Your goal:
Exactly the lines from the start of the data below through the line that contains "const shape = rows" are to be copied, with pictures left out.

Material for this exercise:

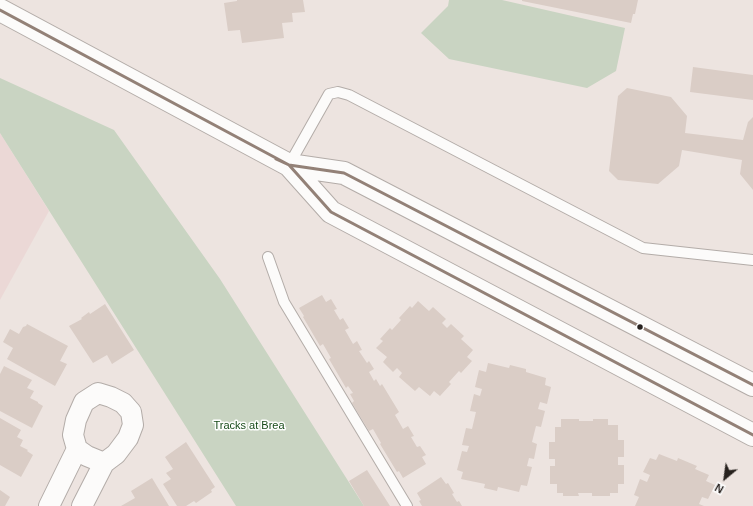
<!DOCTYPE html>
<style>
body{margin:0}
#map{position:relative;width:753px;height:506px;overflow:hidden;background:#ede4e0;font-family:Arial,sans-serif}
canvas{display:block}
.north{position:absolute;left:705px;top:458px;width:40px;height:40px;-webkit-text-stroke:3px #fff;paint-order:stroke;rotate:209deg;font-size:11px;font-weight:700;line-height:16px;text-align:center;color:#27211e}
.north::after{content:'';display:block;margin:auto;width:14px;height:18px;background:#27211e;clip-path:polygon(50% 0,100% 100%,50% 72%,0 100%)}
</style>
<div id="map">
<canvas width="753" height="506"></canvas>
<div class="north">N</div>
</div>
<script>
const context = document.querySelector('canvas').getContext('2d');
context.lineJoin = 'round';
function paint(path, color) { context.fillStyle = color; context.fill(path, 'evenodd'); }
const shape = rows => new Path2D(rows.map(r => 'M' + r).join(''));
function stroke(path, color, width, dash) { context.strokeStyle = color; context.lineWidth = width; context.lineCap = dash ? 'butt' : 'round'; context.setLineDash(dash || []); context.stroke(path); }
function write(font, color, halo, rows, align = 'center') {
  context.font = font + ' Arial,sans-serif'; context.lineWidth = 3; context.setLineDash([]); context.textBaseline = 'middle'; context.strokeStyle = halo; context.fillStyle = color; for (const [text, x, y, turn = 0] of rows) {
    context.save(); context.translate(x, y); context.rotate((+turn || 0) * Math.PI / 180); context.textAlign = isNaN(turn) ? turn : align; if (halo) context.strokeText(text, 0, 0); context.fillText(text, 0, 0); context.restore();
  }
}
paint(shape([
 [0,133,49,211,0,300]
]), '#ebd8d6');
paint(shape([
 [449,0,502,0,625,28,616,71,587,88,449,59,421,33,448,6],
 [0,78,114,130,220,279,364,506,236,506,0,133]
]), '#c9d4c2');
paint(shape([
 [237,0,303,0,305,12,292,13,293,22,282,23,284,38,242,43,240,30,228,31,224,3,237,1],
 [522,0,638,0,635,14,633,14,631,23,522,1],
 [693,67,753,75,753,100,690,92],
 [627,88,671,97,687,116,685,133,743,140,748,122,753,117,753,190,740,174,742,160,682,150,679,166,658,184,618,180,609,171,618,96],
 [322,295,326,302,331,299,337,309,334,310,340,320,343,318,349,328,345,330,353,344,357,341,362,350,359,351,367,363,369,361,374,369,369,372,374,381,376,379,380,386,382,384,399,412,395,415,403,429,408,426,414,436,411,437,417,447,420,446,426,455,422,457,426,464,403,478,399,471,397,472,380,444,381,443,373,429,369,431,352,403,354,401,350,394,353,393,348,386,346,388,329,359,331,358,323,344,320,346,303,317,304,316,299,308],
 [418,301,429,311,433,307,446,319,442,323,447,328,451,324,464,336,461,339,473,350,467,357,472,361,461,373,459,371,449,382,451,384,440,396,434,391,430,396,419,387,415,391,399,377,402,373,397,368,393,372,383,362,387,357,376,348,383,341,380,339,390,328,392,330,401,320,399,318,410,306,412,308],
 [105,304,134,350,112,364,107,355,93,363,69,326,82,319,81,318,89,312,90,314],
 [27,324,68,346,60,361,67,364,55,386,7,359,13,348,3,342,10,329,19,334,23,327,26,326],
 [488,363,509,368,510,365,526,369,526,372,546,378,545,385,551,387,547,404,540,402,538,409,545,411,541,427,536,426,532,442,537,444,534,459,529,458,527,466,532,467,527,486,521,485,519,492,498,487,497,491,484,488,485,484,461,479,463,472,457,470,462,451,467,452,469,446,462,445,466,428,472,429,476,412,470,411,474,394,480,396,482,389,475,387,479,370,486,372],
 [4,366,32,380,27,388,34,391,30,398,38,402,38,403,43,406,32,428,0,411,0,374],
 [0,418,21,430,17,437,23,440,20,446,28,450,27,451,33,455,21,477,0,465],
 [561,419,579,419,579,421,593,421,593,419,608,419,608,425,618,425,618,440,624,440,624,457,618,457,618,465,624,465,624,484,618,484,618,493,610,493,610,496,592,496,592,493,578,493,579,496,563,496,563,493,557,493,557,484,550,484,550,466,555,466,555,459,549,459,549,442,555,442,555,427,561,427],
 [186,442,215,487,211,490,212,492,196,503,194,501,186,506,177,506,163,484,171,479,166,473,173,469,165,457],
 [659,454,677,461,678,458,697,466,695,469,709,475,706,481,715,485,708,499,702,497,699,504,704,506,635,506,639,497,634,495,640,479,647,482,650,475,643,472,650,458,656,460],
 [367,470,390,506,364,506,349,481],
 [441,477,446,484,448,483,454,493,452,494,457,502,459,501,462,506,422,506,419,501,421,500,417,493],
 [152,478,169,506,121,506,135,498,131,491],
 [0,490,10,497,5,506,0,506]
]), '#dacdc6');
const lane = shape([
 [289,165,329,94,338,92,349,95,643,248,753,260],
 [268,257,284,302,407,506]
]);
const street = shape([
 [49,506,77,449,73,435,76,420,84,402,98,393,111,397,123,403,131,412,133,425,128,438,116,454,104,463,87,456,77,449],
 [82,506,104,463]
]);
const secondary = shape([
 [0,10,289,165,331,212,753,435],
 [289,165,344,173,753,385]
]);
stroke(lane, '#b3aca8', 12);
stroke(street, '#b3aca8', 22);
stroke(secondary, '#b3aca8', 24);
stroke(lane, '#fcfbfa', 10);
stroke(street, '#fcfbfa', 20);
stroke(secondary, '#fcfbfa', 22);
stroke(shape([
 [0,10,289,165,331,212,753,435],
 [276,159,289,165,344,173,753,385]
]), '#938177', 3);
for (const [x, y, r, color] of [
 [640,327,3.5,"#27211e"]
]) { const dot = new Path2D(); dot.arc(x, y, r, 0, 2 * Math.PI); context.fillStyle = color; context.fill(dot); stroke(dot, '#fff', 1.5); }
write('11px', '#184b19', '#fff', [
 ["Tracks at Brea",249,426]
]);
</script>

Response to the task:
<!DOCTYPE html>
<style>
body{margin:0}
#map{position:relative;width:753px;height:506px;overflow:hidden;background:#ede4e0;font-family:Arial,sans-serif}
canvas{display:block}
.north{position:absolute;left:705px;top:458px;width:40px;height:40px;-webkit-text-stroke:3px #fff;paint-order:stroke;rotate:209deg;font-size:11px;font-weight:700;line-height:16px;text-align:center;color:#27211e}
.north::after{content:'';display:block;margin:auto;width:14px;height:18px;background:#27211e;clip-path:polygon(50% 0,100% 100%,50% 72%,0 100%)}
</style>
<div id="map">
<canvas width="753" height="506"></canvas>
<div class="north">N</div>
</div>
<script>
const context = document.querySelector('canvas').getContext('2d');
context.lineJoin = 'round';
function paint(path, color) { context.fillStyle = color; context.fill(path, 'evenodd'); }
const shape = rows => new Path2D(rows.map(r => 'M' + r).join(''));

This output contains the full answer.